Given data:
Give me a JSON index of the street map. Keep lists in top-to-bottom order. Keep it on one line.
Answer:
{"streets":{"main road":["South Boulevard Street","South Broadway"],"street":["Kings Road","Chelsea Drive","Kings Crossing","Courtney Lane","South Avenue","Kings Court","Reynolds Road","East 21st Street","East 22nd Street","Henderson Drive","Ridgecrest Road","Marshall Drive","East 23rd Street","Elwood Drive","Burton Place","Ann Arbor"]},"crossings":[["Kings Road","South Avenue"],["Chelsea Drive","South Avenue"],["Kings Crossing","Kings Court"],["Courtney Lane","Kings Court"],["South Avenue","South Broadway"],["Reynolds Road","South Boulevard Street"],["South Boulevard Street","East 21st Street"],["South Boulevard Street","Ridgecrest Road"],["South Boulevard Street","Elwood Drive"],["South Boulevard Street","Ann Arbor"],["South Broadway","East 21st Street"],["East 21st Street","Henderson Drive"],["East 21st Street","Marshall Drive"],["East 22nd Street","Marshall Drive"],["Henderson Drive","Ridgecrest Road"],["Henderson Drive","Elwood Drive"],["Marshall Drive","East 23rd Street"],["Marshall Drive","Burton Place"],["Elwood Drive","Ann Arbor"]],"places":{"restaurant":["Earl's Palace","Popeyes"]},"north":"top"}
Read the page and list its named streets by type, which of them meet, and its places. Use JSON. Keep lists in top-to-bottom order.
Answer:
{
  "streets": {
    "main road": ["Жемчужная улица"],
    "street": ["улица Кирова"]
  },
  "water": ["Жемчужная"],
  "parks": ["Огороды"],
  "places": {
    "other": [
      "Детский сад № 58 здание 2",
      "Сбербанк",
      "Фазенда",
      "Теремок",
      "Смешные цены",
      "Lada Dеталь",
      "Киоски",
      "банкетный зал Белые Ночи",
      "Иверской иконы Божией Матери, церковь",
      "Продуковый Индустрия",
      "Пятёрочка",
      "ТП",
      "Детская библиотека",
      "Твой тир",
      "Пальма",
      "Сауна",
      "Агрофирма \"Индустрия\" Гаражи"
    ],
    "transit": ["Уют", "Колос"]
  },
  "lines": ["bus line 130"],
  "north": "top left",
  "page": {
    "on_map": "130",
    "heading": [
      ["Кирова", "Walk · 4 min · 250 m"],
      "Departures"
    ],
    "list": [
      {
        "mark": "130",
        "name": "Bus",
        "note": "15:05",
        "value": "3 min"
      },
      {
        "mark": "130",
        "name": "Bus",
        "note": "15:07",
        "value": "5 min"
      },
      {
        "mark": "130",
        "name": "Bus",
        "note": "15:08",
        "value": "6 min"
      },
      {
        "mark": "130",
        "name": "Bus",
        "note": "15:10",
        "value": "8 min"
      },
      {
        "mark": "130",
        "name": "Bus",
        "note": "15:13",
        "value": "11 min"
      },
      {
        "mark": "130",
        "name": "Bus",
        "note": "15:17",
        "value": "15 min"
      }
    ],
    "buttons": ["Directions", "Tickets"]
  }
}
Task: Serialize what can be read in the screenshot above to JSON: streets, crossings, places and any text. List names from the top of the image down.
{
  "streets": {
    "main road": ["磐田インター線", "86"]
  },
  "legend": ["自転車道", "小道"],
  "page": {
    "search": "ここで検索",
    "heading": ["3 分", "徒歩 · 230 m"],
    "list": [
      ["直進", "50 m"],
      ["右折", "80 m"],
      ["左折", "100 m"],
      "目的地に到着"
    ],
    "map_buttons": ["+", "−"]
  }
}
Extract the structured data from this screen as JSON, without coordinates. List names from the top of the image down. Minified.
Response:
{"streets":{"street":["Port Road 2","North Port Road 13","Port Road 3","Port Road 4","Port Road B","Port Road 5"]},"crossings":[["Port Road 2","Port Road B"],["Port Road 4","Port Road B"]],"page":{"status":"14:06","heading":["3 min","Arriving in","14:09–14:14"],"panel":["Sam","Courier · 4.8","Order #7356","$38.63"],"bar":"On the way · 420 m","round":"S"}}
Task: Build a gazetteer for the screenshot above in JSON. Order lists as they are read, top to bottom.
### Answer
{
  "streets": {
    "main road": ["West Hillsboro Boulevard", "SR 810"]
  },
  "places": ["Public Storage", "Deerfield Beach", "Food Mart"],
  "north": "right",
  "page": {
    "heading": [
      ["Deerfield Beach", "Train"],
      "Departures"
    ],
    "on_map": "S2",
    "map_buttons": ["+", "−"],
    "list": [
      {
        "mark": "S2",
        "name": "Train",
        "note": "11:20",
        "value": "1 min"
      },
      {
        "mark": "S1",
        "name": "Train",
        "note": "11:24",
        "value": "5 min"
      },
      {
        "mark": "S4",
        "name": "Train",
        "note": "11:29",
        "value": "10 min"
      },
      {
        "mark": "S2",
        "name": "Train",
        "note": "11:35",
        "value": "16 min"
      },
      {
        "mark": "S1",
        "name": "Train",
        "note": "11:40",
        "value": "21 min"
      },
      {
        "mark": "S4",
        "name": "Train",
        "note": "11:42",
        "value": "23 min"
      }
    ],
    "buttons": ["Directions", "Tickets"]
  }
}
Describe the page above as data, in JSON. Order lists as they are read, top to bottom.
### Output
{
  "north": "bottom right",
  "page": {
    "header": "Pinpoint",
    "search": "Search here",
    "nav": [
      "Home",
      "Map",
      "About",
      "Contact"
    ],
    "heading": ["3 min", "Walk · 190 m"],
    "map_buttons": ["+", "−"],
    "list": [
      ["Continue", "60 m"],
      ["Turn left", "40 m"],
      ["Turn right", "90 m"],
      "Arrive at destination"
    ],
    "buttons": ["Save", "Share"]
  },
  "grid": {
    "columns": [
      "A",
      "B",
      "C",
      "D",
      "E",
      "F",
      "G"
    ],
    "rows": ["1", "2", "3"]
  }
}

Task requirements: Restate the full material word for word.

Output for this exercise:
Give me a JSON index of the street map. Keep lists in top-to-bottom order. Keep it on one line.
Answer:
{"streets":{"main road":["South Boulevard Street","South Broadway"],"street":["Kings Road","Chelsea Drive","Kings Crossing","Courtney Lane","South Avenue","Kings Court","Reynolds Road","East 21st Street","East 22nd Street","Henderson Drive","Ridgecrest Road","Marshall Drive","East 23rd Street","Elwood Drive","Burton Place","Ann Arbor"]},"crossings":[["Kings Road","South Avenue"],["Chelsea Drive","South Avenue"],["Kings Crossing","Kings Court"],["Courtney Lane","Kings Court"],["South Avenue","South Broadway"],["Reynolds Road","South Boulevard Street"],["South Boulevard Street","East 21st Street"],["South Boulevard Street","Ridgecrest Road"],["South Boulevard Street","Elwood Drive"],["South Boulevard Street","Ann Arbor"],["South Broadway","East 21st Street"],["East 21st Street","Henderson Drive"],["East 21st Street","Marshall Drive"],["East 22nd Street","Marshall Drive"],["Henderson Drive","Ridgecrest Road"],["Henderson Drive","Elwood Drive"],["Marshall Drive","East 23rd Street"],["Marshall Drive","Burton Place"],["Elwood Drive","Ann Arbor"]],"places":{"restaurant":["Earl's Palace","Popeyes"]},"north":"top"}
Read the page and list its named streets by type, which of them meet, and its places. Use JSON. Keep lists in top-to-bottom order.
Answer:
{
  "streets": {
    "main road": ["Жемчужная улица"],
    "street": ["улица Кирова"]
  },
  "water": ["Жемчужная"],
  "parks": ["Огороды"],
  "places": {
    "other": [
      "Детский сад № 58 здание 2",
      "Сбербанк",
      "Фазенда",
      "Теремок",
      "Смешные цены",
      "Lada Dеталь",
      "Киоски",
      "банкетный зал Белые Ночи",
      "Иверской иконы Божией Матери, церковь",
      "Продуковый Индустрия",
      "Пятёрочка",
      "ТП",
      "Детская библиотека",
      "Твой тир",
      "Пальма",
      "Сауна",
      "Агрофирма \"Индустрия\" Гаражи"
    ],
    "transit": ["Уют", "Колос"]
  },
  "lines": ["bus line 130"],
  "north": "top left",
  "page": {
    "on_map": "130",
    "heading": [
      ["Кирова", "Walk · 4 min · 250 m"],
      "Departures"
    ],
    "list": [
      {
        "mark": "130",
        "name": "Bus",
        "note": "15:05",
        "value": "3 min"
      },
      {
        "mark": "130",
        "name": "Bus",
        "note": "15:07",
        "value": "5 min"
      },
      {
        "mark": "130",
        "name": "Bus",
        "note": "15:08",
        "value": "6 min"
      },
      {
        "mark": "130",
        "name": "Bus",
        "note": "15:10",
        "value": "8 min"
      },
      {
        "mark": "130",
        "name": "Bus",
        "note": "15:13",
        "value": "11 min"
      },
      {
        "mark": "130",
        "name": "Bus",
        "note": "15:17",
        "value": "15 min"
      }
    ],
    "buttons": ["Directions", "Tickets"]
  }
}
Task: Serialize what can be read in the screenshot above to JSON: streets, crossings, places and any text. List names from the top of the image down.
{
  "streets": {
    "main road": ["磐田インター線", "86"]
  },
  "legend": ["自転車道", "小道"],
  "page": {
    "search": "ここで検索",
    "heading": ["3 分", "徒歩 · 230 m"],
    "list": [
      ["直進", "50 m"],
      ["右折", "80 m"],
      ["左折", "100 m"],
      "目的地に到着"
    ],
    "map_buttons": ["+", "−"]
  }
}
Extract the structured data from this screen as JSON, without coordinates. List names from the top of the image down. Minified.
Response:
{"streets":{"street":["Port Road 2","North Port Road 13","Port Road 3","Port Road 4","Port Road B","Port Road 5"]},"crossings":[["Port Road 2","Port Road B"],["Port Road 4","Port Road B"]],"page":{"status":"14:06","heading":["3 min","Arriving in","14:09–14:14"],"panel":["Sam","Courier · 4.8","Order #7356","$38.63"],"bar":"On the way · 420 m","round":"S"}}
Task: Build a gazetteer for the screenshot above in JSON. Order lists as they are read, top to bottom.
### Answer
{
  "streets": {
    "main road": ["West Hillsboro Boulevard", "SR 810"]
  },
  "places": ["Public Storage", "Deerfield Beach", "Food Mart"],
  "north": "right",
  "page": {
    "heading": [
      ["Deerfield Beach", "Train"],
      "Departures"
    ],
    "on_map": "S2",
    "map_buttons": ["+", "−"],
    "list": [
      {
        "mark": "S2",
        "name": "Train",
        "note": "11:20",
        "value": "1 min"
      },
      {
        "mark": "S1",
        "name": "Train",
        "note": "11:24",
        "value": "5 min"
      },
      {
        "mark": "S4",
        "name": "Train",
        "note": "11:29",
        "value": "10 min"
      },
      {
        "mark": "S2",
        "name": "Train",
        "note": "11:35",
        "value": "16 min"
      },
      {
        "mark": "S1",
        "name": "Train",
        "note": "11:40",
        "value": "21 min"
      },
      {
        "mark": "S4",
        "name": "Train",
        "note": "11:42",
        "value": "23 min"
      }
    ],
    "buttons": ["Directions", "Tickets"]
  }
}
Describe the page above as data, in JSON. Order lists as they are read, top to bottom.
### Output
{
  "north": "bottom right",
  "page": {
    "header": "Pinpoint",
    "search": "Search here",
    "nav": [
      "Home",
      "Map",
      "About",
      "Contact"
    ],
    "heading": ["3 min", "Walk · 190 m"],
    "map_buttons": ["+", "−"],
    "list": [
      ["Continue", "60 m"],
      ["Turn left", "40 m"],
      ["Turn right", "90 m"],
      "Arrive at destination"
    ],
    "buttons": ["Save", "Share"]
  },
  "grid": {
    "columns": [
      "A",
      "B",
      "C",
      "D",
      "E",
      "F",
      "G"
    ],
    "rows": ["1", "2", "3"]
  }
}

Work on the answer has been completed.